Businesses that already own scanning equipment will need to choose a software program that is compatible with their existing hardware. Slightly more advanced is a program like SimpleOCR -- a free, downloadable solution allowing you to convert most scanned documents into editable (and searchable) text using standard applications like Microsoft Word.
Businesses that need high-volume storage with advanced search capabilities, or that need to store and search documents with more complex components (tables within forms, tax filings, handwritten documents, etc.) can purchase software with advanced features, such as ABBYY FineReader, ReadIRIS or Nuance OmniPage.
When it comes to storing document software and data, there are two basic options:
- Having storage "hosted" by a third party provider.
- Using a dedicated server or disk drive on a local computer.
Hosted storage puts the documents on an off-site server, or online using a program like Digitech ImageSilo or Ricoh DocumentMall where you'll pay a monthly charge for the service. Fees are based on the number of users or on the volume of documents stored, and can vary depending on the type of program you choose -- some very simple software programs cost as little as $50 per user per month, while hosted solutions with advanced capabilities can run upwards of $3,000/month for a typical 10-employee business.
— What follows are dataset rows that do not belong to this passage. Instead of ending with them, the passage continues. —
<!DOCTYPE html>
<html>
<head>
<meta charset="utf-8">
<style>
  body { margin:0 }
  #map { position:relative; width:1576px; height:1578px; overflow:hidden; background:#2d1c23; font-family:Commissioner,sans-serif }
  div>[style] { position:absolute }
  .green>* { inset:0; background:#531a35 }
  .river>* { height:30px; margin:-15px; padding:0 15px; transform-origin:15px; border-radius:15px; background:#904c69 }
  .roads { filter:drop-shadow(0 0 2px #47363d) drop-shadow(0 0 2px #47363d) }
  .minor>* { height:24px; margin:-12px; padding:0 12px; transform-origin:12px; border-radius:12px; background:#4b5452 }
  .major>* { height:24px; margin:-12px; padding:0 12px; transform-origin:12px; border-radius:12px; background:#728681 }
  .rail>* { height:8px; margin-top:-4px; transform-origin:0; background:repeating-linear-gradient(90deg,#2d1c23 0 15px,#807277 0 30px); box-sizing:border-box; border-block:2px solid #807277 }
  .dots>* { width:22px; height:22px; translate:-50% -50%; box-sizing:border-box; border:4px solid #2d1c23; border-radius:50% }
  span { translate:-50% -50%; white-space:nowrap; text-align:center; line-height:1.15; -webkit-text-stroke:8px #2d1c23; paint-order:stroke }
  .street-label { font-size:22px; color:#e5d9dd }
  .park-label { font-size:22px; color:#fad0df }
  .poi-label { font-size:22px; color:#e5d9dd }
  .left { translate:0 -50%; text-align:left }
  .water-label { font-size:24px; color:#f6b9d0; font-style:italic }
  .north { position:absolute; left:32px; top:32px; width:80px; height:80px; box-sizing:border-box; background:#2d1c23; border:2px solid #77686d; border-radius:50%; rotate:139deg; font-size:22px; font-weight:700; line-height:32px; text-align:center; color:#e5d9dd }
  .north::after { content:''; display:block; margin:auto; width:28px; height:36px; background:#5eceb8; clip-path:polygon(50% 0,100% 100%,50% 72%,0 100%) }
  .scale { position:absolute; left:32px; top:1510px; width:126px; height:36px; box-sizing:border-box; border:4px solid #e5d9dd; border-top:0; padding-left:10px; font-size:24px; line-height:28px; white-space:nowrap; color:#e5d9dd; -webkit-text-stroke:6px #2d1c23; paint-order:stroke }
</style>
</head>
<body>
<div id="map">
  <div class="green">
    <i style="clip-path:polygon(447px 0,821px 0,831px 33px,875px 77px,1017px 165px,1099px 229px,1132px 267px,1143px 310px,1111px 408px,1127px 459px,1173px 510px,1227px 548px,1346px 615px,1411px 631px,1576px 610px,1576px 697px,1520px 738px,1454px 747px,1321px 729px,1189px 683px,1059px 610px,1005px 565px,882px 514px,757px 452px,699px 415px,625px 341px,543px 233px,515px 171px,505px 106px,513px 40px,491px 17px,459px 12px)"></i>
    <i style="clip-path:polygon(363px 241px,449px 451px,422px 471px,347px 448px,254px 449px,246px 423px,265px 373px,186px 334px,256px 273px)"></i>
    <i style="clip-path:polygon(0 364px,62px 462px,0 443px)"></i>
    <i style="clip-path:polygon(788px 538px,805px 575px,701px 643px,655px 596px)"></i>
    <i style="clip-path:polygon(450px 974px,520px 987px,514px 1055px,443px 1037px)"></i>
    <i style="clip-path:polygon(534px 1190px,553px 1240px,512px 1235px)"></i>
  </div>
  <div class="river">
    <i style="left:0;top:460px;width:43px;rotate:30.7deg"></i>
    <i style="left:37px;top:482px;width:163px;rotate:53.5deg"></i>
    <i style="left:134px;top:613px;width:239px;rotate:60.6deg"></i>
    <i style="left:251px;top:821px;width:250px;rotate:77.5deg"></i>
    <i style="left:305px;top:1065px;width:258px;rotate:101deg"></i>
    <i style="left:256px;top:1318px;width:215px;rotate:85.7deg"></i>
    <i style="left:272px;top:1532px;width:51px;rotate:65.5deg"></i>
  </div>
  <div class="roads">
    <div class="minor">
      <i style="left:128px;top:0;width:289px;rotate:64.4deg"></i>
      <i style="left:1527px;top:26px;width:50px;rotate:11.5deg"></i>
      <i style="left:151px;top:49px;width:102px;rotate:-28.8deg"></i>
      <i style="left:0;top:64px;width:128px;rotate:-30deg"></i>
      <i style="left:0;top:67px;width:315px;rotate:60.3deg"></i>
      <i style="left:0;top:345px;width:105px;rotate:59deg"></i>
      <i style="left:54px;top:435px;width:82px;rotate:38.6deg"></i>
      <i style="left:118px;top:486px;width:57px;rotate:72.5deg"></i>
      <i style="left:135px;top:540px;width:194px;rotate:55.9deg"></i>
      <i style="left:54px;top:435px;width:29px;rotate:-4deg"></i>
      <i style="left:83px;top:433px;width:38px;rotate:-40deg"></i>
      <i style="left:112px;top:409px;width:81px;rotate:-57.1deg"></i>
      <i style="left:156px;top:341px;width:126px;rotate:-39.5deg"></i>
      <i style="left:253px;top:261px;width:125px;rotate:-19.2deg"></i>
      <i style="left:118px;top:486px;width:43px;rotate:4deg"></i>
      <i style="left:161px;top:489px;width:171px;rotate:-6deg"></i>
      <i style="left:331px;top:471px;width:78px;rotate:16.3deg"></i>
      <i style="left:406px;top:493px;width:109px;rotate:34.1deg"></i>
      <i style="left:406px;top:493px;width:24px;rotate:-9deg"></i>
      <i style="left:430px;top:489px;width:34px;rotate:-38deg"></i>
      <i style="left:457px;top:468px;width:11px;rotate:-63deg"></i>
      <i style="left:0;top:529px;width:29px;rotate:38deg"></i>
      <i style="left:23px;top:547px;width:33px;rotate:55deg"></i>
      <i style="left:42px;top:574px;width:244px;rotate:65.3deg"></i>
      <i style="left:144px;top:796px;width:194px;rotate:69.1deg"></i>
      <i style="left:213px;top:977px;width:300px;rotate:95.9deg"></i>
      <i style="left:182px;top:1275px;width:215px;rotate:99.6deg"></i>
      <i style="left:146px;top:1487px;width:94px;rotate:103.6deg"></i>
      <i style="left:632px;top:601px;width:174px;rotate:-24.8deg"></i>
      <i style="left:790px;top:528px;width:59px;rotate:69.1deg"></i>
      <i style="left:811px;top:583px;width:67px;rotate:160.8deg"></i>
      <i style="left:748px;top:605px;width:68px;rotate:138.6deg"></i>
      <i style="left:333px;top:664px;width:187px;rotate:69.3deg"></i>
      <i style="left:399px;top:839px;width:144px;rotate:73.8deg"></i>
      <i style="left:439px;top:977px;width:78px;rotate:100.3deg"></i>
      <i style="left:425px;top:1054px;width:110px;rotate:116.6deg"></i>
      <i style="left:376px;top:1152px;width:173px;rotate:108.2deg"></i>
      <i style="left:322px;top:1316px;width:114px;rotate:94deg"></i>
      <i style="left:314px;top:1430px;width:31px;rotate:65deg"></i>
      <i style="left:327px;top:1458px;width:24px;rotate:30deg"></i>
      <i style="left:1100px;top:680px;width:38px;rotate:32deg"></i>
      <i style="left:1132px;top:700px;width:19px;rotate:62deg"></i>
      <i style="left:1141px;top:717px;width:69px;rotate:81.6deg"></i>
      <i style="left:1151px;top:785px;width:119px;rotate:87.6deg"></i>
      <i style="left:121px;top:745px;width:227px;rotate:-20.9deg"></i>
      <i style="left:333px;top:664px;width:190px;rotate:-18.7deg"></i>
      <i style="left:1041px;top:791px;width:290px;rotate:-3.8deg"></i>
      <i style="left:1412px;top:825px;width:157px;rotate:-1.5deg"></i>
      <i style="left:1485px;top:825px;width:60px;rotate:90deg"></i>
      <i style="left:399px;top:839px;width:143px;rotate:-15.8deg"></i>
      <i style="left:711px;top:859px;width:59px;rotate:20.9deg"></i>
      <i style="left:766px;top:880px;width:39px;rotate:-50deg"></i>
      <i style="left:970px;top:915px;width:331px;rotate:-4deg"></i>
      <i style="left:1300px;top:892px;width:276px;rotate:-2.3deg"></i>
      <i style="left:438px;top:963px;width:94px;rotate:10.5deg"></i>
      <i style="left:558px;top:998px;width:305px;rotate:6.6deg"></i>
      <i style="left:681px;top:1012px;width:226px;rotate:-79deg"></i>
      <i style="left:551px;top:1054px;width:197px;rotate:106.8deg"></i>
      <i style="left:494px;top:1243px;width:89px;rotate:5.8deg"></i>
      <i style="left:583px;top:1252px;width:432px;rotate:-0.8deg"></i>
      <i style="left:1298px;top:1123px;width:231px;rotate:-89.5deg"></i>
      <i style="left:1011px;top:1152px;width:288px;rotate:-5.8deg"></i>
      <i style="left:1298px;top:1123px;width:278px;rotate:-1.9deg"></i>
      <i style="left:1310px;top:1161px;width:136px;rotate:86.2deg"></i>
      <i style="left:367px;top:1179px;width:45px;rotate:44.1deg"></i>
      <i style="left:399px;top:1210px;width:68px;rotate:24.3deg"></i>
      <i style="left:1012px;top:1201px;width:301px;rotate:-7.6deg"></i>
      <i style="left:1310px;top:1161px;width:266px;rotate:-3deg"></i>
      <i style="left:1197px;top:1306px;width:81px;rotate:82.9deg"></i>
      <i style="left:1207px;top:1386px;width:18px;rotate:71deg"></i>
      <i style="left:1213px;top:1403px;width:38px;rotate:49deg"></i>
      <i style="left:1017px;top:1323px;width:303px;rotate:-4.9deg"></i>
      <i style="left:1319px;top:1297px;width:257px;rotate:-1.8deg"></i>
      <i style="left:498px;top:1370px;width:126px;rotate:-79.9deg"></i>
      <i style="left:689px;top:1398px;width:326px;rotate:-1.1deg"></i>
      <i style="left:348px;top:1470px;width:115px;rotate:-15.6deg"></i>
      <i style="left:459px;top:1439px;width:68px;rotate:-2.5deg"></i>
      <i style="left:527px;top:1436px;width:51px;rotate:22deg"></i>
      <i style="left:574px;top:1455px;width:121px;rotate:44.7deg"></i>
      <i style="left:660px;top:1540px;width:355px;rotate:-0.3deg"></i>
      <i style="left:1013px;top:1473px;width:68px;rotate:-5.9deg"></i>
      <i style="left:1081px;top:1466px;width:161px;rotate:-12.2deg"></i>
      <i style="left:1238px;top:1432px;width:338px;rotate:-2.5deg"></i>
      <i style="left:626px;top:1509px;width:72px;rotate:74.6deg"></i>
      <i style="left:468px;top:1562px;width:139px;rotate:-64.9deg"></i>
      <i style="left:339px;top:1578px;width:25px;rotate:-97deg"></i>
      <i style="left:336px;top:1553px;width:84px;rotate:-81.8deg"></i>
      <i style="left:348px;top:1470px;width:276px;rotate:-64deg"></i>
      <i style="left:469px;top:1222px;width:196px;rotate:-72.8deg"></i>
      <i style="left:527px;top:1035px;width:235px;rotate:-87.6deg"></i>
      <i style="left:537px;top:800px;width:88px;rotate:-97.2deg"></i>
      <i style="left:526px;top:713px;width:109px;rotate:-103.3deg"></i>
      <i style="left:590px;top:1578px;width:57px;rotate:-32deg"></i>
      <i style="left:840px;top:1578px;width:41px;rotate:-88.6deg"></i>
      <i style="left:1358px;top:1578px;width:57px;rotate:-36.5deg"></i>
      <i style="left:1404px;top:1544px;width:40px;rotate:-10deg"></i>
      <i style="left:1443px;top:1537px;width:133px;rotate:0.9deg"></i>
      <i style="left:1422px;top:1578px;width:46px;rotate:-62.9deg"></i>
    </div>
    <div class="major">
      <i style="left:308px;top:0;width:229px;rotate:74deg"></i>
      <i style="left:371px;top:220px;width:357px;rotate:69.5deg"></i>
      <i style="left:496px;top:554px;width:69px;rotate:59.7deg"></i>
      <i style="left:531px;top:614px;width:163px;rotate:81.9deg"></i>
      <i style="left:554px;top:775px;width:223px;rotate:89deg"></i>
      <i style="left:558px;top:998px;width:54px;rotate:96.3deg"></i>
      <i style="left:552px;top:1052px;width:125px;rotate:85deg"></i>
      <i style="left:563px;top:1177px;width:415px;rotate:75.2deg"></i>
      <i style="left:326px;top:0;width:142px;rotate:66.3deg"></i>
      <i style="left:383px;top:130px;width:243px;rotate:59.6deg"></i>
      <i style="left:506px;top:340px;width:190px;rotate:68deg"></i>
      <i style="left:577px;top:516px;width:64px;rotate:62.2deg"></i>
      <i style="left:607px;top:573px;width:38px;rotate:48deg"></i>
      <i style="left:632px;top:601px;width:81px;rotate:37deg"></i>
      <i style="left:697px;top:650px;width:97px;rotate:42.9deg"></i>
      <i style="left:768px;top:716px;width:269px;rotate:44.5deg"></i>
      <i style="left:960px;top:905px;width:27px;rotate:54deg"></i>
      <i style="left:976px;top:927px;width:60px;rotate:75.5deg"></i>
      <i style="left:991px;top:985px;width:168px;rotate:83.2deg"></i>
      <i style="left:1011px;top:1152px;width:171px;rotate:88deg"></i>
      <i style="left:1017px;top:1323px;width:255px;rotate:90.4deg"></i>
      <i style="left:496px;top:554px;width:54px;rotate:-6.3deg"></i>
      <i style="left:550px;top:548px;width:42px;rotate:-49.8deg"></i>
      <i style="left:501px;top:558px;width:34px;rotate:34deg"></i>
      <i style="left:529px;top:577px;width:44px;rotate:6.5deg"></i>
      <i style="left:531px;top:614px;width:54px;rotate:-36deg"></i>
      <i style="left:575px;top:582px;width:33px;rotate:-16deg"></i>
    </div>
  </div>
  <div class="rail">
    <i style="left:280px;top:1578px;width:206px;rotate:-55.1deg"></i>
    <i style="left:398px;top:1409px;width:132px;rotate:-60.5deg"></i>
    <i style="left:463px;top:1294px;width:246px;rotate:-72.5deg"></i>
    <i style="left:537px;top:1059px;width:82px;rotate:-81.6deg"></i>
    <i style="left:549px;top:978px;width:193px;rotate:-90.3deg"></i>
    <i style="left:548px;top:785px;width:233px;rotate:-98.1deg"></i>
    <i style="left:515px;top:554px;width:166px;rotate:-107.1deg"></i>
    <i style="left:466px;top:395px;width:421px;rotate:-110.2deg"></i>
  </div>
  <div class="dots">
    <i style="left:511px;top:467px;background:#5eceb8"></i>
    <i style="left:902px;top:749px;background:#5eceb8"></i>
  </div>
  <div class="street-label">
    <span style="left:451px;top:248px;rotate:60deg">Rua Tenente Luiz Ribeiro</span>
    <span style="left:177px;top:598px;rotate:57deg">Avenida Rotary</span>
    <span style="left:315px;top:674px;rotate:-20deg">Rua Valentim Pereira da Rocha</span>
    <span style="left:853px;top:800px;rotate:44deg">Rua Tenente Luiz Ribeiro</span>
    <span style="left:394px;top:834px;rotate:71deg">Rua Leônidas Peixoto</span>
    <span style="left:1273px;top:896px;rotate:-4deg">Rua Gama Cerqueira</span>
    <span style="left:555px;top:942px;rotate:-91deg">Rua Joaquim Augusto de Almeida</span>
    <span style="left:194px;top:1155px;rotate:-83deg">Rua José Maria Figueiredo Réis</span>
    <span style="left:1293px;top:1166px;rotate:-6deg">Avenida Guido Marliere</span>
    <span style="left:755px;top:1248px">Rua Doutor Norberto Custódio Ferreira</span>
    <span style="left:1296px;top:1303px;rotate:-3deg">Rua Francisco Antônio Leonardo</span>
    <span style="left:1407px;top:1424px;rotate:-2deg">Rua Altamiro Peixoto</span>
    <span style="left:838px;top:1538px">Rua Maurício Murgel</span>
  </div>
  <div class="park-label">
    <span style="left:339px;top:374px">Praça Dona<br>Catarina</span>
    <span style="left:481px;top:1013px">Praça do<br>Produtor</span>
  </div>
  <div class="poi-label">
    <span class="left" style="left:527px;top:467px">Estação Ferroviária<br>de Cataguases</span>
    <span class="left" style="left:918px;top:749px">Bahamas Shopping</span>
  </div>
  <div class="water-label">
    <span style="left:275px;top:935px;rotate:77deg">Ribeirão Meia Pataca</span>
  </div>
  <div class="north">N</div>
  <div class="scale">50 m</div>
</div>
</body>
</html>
The advantages of this approach is that the business can rely on the third party to maintain, update, and secure the information.
Self-storage, either on a local PC or server, requires your company to purchase all needed hardware and software before implementing the system. Again, costs can vary widely: You can download a free program with very simple capabilities or purchase software with more advanced features for several thousands of dollars. You also have to perform maintenance functions yourself, but retain full ownership and control of your system and don't need to rely on the Internet to access your data, as is the case with a hosted provider. Client-server solutions can also allow online and multiple-user access, and most have features like automatic data backup that can mitigate the impact of maintaining the software yourself.